#### [Activity]
Each of the entries below is to be written out exactly, and the images skipped.

BEGIN Data shown

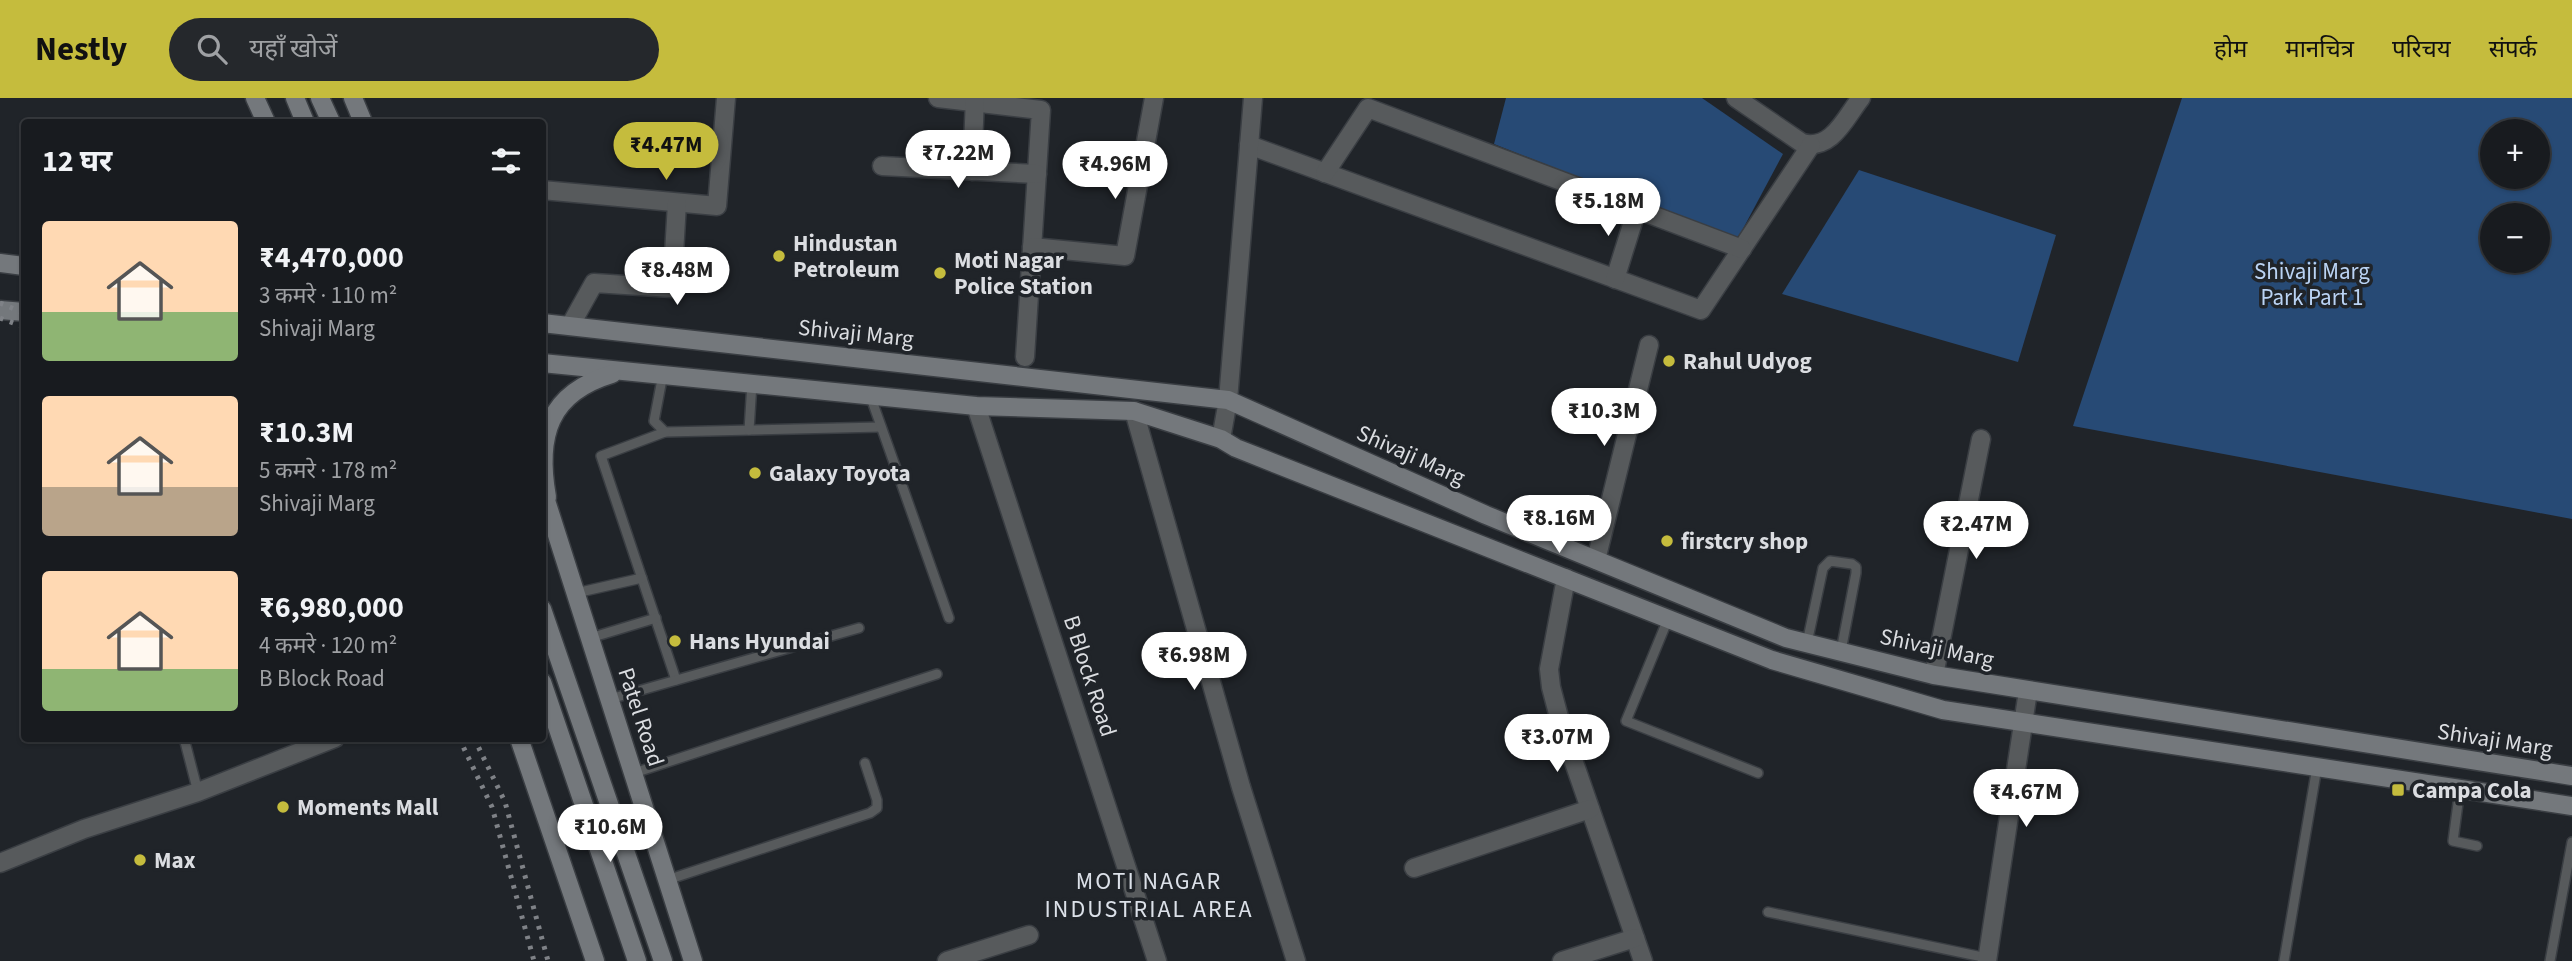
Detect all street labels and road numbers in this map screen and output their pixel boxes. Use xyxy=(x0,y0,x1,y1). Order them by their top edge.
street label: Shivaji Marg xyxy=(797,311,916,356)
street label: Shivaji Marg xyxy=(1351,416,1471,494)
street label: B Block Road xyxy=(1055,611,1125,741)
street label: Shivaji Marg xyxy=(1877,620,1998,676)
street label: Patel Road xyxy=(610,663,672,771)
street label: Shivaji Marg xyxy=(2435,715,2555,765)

END Data shown

#### [Written answer]
Detect all street labels and road numbers in this map screen and output their pixel boxes. Use xyxy=(x0,y0,x1,y1). Order them by their top edge.
street label: Shivaji Marg xyxy=(797,311,916,356)
street label: Shivaji Marg xyxy=(1351,416,1471,494)
street label: B Block Road xyxy=(1055,611,1125,741)
street label: Shivaji Marg xyxy=(1877,620,1998,676)
street label: Patel Road xyxy=(610,663,672,771)
street label: Shivaji Marg xyxy=(2435,715,2555,765)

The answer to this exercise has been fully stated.